-- Records to use --
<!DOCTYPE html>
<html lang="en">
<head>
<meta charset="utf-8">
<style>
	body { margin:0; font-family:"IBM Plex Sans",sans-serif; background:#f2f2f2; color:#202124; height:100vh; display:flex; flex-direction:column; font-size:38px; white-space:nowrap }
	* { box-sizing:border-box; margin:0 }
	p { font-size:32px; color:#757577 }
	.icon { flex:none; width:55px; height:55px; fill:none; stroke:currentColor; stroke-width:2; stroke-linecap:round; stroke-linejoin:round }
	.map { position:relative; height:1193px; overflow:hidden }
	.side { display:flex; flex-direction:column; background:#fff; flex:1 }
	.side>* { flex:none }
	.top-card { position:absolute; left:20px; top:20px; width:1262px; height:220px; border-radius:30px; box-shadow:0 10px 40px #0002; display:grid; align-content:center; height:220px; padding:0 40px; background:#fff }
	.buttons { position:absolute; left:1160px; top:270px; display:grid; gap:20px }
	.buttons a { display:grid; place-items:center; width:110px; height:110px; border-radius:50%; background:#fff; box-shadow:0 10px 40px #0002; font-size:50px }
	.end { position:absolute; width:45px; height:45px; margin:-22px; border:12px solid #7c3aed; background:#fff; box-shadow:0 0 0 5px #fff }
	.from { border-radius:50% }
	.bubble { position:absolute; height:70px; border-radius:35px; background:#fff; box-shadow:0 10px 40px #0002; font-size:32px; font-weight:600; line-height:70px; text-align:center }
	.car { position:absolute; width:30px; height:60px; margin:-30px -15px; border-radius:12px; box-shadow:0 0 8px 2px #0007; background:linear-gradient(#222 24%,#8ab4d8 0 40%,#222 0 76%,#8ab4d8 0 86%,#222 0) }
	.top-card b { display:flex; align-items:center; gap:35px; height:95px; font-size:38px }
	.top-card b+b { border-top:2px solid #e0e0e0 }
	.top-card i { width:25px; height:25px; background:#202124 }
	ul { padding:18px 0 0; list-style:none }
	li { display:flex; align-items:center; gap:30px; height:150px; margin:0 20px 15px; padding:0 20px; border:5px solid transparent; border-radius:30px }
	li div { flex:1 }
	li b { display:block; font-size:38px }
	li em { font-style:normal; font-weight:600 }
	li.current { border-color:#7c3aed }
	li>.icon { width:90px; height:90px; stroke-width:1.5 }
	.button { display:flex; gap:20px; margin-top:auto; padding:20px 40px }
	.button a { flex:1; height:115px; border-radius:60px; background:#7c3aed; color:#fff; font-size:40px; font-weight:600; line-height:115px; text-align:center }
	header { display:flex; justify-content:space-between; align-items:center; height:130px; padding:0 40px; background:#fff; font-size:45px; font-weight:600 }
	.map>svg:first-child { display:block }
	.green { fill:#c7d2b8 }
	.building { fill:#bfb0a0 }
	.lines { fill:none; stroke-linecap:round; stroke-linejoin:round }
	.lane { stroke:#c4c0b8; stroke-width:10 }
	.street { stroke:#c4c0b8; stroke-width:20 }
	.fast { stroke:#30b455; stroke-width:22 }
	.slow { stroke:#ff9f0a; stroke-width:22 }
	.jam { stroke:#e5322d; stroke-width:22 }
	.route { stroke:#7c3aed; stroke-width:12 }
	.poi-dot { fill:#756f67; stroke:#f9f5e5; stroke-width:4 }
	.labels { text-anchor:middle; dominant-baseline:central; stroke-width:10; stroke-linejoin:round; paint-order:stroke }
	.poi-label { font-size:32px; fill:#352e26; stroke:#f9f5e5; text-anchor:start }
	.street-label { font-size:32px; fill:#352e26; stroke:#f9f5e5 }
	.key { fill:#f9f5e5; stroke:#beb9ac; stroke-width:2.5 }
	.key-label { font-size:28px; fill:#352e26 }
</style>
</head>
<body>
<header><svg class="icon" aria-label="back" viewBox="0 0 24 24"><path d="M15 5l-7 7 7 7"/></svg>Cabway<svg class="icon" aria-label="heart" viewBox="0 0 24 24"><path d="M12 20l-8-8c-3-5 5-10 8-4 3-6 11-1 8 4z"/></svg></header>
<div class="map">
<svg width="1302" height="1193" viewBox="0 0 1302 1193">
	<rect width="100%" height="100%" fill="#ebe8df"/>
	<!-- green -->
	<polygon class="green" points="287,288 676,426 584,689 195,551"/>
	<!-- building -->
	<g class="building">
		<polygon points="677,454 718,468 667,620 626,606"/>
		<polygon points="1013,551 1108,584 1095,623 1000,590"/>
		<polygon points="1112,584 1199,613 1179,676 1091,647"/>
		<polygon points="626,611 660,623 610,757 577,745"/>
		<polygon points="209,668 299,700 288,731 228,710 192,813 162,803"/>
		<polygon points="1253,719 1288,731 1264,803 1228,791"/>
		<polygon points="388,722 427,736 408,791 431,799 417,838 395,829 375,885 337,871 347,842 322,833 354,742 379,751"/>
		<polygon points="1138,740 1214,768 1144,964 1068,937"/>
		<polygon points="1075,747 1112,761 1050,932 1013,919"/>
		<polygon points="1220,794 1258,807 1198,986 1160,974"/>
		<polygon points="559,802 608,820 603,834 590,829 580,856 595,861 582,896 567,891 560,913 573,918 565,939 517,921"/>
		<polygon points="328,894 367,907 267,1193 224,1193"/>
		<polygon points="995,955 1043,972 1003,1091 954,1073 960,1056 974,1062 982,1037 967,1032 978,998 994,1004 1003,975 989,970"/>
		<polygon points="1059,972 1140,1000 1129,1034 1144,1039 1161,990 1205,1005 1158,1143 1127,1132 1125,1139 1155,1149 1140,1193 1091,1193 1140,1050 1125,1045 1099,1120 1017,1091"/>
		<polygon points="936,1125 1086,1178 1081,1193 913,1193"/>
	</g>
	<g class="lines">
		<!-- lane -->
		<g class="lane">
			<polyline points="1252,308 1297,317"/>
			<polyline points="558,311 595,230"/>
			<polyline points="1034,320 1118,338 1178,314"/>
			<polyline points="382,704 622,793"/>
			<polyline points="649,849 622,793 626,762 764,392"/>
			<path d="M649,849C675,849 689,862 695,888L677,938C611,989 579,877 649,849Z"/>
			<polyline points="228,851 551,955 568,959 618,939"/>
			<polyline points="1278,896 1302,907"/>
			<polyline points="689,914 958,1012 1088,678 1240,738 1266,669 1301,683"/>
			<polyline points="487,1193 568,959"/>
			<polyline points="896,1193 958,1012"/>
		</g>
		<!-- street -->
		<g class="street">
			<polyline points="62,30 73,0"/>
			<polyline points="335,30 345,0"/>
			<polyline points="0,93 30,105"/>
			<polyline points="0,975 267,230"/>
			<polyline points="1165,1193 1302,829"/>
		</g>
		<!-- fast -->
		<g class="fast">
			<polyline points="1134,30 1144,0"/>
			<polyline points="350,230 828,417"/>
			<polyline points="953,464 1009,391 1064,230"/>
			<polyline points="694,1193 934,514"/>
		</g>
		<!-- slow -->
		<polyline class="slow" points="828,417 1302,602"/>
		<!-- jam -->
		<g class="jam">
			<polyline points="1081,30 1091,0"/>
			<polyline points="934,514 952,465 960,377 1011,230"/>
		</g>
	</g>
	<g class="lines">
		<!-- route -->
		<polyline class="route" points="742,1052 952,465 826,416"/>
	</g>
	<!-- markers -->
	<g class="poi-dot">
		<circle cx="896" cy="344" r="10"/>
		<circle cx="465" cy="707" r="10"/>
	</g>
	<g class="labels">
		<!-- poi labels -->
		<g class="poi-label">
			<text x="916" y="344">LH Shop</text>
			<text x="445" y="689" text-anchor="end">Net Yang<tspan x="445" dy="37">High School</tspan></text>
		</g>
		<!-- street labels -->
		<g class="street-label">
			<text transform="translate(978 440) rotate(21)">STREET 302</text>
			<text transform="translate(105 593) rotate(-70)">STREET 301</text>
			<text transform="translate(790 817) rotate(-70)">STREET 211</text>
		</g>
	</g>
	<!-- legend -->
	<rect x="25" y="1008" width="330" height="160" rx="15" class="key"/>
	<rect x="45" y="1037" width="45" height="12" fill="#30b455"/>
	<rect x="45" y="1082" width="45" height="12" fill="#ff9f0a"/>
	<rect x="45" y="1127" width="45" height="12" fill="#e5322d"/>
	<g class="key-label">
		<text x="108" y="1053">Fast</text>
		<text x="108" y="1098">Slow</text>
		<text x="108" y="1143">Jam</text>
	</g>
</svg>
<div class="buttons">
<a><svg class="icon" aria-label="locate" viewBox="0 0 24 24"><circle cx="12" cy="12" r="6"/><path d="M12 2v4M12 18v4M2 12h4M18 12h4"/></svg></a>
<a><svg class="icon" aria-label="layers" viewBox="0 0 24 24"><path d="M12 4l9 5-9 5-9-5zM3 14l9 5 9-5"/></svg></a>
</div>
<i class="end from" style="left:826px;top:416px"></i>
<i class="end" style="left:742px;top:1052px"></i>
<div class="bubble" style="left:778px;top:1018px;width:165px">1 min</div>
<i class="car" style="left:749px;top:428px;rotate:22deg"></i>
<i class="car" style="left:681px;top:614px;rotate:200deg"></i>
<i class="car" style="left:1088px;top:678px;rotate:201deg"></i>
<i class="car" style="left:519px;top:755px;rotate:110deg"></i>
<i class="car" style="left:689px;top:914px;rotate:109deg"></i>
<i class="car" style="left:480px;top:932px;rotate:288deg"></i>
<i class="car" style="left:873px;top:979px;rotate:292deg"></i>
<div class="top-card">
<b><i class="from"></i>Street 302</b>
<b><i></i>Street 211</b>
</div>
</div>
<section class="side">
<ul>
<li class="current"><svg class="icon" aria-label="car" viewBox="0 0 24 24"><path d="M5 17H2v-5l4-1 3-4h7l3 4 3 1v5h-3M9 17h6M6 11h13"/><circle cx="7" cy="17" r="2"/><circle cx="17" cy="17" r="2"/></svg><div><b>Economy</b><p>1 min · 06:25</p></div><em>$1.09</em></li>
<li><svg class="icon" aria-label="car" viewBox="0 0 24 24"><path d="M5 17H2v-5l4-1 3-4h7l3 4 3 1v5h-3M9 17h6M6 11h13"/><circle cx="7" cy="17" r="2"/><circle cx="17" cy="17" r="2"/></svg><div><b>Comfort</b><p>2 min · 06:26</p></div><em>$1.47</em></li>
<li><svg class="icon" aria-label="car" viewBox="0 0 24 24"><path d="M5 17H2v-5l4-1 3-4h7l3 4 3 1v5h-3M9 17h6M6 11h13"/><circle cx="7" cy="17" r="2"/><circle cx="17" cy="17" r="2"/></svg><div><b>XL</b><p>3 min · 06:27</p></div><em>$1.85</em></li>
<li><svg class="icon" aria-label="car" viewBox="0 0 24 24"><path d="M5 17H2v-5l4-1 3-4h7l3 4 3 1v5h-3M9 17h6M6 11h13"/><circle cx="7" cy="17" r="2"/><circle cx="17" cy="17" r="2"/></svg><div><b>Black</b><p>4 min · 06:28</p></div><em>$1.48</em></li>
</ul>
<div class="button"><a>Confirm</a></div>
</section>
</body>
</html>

...

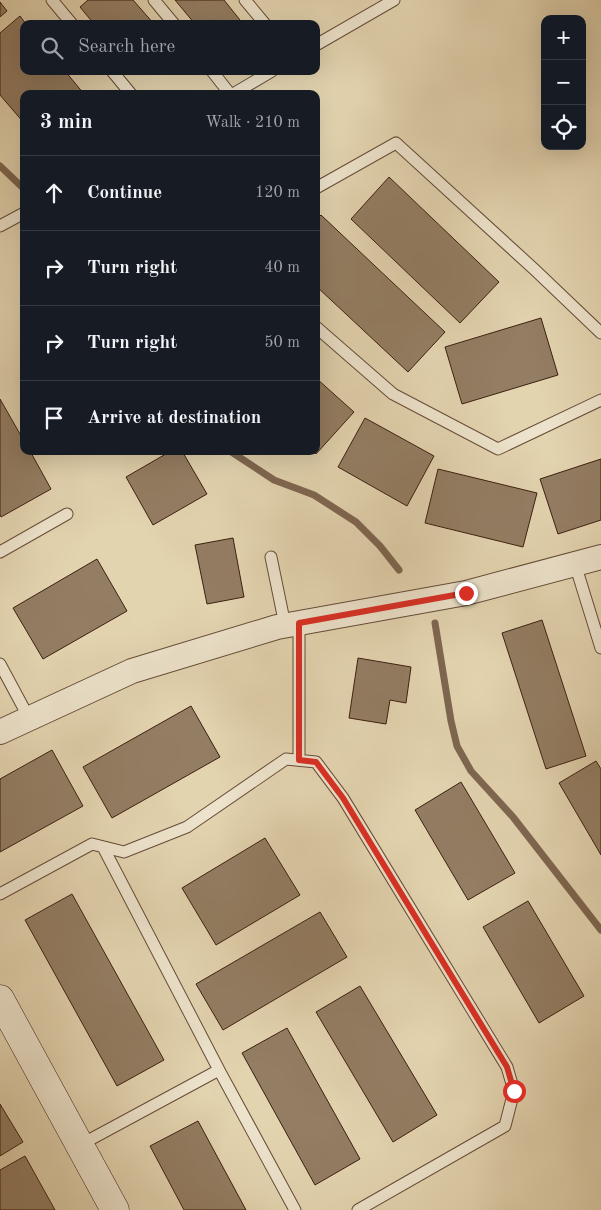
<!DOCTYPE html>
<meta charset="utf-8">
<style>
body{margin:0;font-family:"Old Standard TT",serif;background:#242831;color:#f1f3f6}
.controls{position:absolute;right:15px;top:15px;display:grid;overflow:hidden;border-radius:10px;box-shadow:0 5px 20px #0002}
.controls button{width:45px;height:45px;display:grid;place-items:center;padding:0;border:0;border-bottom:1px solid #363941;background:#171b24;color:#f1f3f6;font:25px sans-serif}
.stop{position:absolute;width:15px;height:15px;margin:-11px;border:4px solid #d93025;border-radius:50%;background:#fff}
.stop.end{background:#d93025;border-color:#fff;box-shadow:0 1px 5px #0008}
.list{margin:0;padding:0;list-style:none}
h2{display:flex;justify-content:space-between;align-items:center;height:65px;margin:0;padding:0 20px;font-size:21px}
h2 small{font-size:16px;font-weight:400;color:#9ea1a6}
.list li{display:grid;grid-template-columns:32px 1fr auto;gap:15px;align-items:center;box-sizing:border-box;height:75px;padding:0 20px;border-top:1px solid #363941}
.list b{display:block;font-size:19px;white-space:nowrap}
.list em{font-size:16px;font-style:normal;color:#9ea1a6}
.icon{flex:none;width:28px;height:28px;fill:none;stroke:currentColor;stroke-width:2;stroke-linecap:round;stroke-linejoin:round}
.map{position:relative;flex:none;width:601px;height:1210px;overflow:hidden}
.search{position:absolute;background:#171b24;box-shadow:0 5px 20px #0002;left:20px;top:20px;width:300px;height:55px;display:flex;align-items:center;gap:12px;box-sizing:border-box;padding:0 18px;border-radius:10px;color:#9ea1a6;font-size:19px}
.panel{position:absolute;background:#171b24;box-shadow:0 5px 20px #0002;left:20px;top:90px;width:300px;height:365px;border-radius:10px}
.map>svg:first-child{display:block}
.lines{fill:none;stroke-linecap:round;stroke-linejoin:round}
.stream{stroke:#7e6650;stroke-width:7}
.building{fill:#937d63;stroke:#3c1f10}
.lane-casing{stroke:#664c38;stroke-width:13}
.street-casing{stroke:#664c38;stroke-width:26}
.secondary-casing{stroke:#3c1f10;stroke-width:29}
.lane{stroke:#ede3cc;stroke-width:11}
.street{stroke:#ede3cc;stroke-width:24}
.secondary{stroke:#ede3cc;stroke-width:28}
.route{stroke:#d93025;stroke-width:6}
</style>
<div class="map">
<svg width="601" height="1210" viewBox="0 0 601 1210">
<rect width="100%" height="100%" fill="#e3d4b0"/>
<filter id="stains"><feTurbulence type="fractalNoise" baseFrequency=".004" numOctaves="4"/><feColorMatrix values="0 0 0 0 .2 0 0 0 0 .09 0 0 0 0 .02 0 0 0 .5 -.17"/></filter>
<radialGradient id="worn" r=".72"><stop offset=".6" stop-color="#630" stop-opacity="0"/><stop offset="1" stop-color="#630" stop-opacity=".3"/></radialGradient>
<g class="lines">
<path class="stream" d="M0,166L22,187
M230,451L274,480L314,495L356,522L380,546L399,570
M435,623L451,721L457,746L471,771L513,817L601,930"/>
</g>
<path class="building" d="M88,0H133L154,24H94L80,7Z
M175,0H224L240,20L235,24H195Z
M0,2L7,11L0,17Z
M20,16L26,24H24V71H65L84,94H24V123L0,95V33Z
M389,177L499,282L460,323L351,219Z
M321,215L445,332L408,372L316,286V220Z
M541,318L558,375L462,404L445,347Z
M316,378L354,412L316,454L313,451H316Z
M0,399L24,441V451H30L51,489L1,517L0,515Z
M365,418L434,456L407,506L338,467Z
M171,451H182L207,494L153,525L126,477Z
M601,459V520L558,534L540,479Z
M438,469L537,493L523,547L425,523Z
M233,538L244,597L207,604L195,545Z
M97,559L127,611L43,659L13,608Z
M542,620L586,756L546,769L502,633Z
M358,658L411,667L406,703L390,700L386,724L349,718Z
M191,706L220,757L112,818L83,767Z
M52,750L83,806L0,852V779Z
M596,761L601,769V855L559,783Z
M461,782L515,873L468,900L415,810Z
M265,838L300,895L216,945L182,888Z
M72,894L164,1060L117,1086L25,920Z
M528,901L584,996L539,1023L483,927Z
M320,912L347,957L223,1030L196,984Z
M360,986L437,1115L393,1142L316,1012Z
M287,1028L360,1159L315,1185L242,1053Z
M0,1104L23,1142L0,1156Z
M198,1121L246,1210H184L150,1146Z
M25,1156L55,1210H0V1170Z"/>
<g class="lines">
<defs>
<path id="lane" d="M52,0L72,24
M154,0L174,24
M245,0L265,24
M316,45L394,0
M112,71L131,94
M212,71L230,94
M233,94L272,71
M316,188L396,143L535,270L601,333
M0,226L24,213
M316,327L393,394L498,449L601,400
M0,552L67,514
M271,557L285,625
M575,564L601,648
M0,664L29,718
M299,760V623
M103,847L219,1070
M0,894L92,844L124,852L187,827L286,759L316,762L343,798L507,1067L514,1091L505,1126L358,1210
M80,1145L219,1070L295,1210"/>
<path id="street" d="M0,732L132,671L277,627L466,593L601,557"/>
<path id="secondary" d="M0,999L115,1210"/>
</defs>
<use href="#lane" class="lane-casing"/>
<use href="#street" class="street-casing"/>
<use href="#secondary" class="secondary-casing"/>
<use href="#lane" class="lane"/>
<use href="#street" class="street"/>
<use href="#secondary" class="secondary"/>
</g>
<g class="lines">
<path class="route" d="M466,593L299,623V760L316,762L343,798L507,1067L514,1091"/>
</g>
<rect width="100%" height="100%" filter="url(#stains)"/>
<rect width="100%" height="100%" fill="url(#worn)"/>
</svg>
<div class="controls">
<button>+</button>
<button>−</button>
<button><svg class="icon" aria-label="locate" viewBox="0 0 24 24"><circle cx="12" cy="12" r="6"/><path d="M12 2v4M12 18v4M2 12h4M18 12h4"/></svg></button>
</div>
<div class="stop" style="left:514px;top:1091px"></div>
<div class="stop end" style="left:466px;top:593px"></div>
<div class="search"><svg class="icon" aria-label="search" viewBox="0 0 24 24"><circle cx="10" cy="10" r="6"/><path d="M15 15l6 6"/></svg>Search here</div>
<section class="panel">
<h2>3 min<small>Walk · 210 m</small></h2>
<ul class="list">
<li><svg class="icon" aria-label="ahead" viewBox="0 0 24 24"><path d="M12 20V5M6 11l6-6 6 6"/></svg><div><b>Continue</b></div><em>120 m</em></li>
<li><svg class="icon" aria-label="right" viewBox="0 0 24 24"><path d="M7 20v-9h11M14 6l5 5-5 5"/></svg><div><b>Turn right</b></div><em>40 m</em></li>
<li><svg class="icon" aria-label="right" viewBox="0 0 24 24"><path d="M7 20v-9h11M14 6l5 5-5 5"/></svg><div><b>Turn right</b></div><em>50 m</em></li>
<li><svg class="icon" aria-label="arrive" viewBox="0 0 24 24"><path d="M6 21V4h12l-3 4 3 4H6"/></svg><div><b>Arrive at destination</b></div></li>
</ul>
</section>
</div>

-- Exercise objective --
If a line in the records has the word "controls", copy that line.

-- Result below --
.controls{position:absolute;right:15px;top:15px;display:grid;overflow:hidden;border-radius:10px;box-shadow:0 5px 20px #0002}
.controls button{width:45px;height:45px;display:grid;place-items:center;padding:0;border:0;border-bottom:1px solid #363941;background:#171b24;color:#f1f3f6;font:25px sans-serif}
<div class="controls">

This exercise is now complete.